For the first time in a long time, the Dallas Cowboys are actually acting like a unified team.
In the wake of the Valley Ranch practice facility collapse on May 2, last night's premiere of Spike TV's new reality series Fourth and Long at Sting matured from a big party into a bigger purpose. The event was delayed a week and turned into a fundraiser for Cowboys' scouting department assistant Rich Behm, paralyzed from the waist down in the tragedy.
After the showing of the series' first episide - which begins Monday night at 9 on Spike - Michael Irvin took to preaching and even, literally, passing around a collection plate for the Behm family.
"I hear a lot of fans say 'we' won three Super Bowls," Irvin said. "If you're going to be a part of our family during the good times, I ask you be here in the bad times as well. One of 'we' needs your help."
When the back of the club too enthusiastically embraced the "party" portion of the evening, the Cowboys showed their seriousness.
"Hey bartenders!" a disgusted Irvin yelled, "stop serving liquor for a couple minutes."
When the noise continued and even escalated during a moving testimonial from a woman in a wheelchair who years earlier suffered the exact injury as Behm, Cowboys' defensive end DeMarcus Ware angrily grabbed her microphone.

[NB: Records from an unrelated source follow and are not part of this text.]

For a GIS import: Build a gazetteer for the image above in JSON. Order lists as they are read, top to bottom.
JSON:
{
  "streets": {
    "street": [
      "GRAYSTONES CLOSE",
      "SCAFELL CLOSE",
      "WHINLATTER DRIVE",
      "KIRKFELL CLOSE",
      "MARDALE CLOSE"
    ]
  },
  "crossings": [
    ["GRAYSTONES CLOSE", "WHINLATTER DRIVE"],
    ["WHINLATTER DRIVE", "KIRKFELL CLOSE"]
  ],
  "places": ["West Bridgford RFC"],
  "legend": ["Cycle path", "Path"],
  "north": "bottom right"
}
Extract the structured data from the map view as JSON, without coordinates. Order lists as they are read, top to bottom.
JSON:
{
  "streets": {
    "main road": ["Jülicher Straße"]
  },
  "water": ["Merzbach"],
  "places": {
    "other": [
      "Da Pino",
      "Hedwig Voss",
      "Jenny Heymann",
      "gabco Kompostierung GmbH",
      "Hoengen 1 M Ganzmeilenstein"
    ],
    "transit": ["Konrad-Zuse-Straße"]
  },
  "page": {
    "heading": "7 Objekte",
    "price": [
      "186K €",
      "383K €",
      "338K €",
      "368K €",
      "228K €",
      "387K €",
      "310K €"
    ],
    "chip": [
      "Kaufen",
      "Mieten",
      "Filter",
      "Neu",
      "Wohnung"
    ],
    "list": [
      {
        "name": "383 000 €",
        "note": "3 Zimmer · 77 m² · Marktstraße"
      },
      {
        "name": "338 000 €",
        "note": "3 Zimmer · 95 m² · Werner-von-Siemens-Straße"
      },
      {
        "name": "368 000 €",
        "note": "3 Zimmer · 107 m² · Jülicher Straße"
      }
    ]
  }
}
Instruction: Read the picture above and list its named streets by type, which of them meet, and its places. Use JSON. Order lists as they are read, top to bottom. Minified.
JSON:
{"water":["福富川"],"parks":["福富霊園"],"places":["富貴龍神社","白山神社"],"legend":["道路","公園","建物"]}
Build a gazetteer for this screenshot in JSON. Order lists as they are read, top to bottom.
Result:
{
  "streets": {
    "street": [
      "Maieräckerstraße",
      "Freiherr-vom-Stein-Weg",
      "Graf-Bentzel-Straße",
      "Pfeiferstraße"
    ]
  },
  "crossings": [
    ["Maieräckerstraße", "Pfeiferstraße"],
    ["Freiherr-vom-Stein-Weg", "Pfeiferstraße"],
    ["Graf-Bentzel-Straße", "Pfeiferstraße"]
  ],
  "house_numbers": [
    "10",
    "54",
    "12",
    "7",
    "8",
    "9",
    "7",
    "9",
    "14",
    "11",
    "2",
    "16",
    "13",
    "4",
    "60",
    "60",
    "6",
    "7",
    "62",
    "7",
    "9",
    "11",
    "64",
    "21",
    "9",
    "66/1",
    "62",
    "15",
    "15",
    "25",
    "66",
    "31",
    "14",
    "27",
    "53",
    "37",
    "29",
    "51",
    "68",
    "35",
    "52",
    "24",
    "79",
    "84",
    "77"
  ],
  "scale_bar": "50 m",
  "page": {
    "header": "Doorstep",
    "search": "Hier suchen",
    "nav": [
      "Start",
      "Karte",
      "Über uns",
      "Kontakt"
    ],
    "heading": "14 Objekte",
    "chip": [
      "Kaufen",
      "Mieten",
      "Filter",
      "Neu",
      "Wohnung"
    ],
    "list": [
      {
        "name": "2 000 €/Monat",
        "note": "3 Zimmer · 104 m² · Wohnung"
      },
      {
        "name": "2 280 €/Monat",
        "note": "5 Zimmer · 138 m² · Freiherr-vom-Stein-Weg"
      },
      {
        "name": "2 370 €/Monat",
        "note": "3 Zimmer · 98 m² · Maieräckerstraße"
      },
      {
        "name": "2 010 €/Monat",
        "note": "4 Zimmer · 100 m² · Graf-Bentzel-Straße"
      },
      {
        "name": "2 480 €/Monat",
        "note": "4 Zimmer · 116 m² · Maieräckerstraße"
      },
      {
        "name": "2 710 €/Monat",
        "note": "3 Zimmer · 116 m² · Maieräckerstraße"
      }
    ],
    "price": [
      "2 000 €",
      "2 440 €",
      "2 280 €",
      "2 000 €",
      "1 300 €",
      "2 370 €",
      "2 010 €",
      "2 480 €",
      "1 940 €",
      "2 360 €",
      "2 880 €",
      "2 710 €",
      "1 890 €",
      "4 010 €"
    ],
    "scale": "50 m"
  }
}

"I need everybody in here to be quiet and listen, right now!" Ware shouted. "This is a great cause. This is important. Please!"
Jason Witten, Wade Phillips and Tony Romo were also on hand.
Irvin's Playmaker Charities presented Behm's wife, Michelle, with a $40,000 check. A private jeweler named Carter donated $5,000 and offered a pearl necklace to anyone matching his pledge. The mother of Baltimore Ravens' receiver Mark Clayton offered $5,000 on behalf of her son's foundation. And every donation bin in the building was stuffed with cash.
After conferring with owner Jerry Jones, Greg Ellis announced that the Cowboys would match the night's donation total, which I'm guessing flirted with $100,000. Behm has three children: 8- and 6-year-old boys and a 7-week-old daughter.
Oh yeah, about that Hollywood premiere in North Dallas ...
Spike did it up right. Red carpet. Tons of media. Open bar. The works.
The network's big whigs - including Fourth and Long executive producer and Flower Mound Marcus High School alum JD Roth - even arrived in an eye-popping armored limousine called The Vault.
As for the show: One episode and you'll realize it's better, grittier than Hard Knocks. By about the third scene of a player puking, it's apparent the show isn't scripted.
The premise is 12 wanna-be players trying to survive a brutal training camp to earn a spot on the Cowboys' 80-man roster when the team heads to San Antonio. The show opens with Jones telling Irvin, "Bring me a good one."
The players literally live in the Cotton Bowl - hey, at least our $50 million in renovations made it a decent TV prop - and are subjected to fiery input from Nate Newton, Bill Bates, Drew Pearson and Joe Avezzano.
"I love the Cowboys and we're in charge of sending them a player," Avezzano tells the candidates. "I can't turn over to them some slap dick."
Fourth and Long makes Hard Knocks feel like Love Taps. Wearing a long black coat and looking like Neo from The Matrix, Irvin mesmerizes and then mauls the players, putting them through a grueling first-day workout.
He even channels his former coach, Jimmy Johnson.
"Make your desire overcome your fatigue!" Irvin yells. "Tell your body to shut up!"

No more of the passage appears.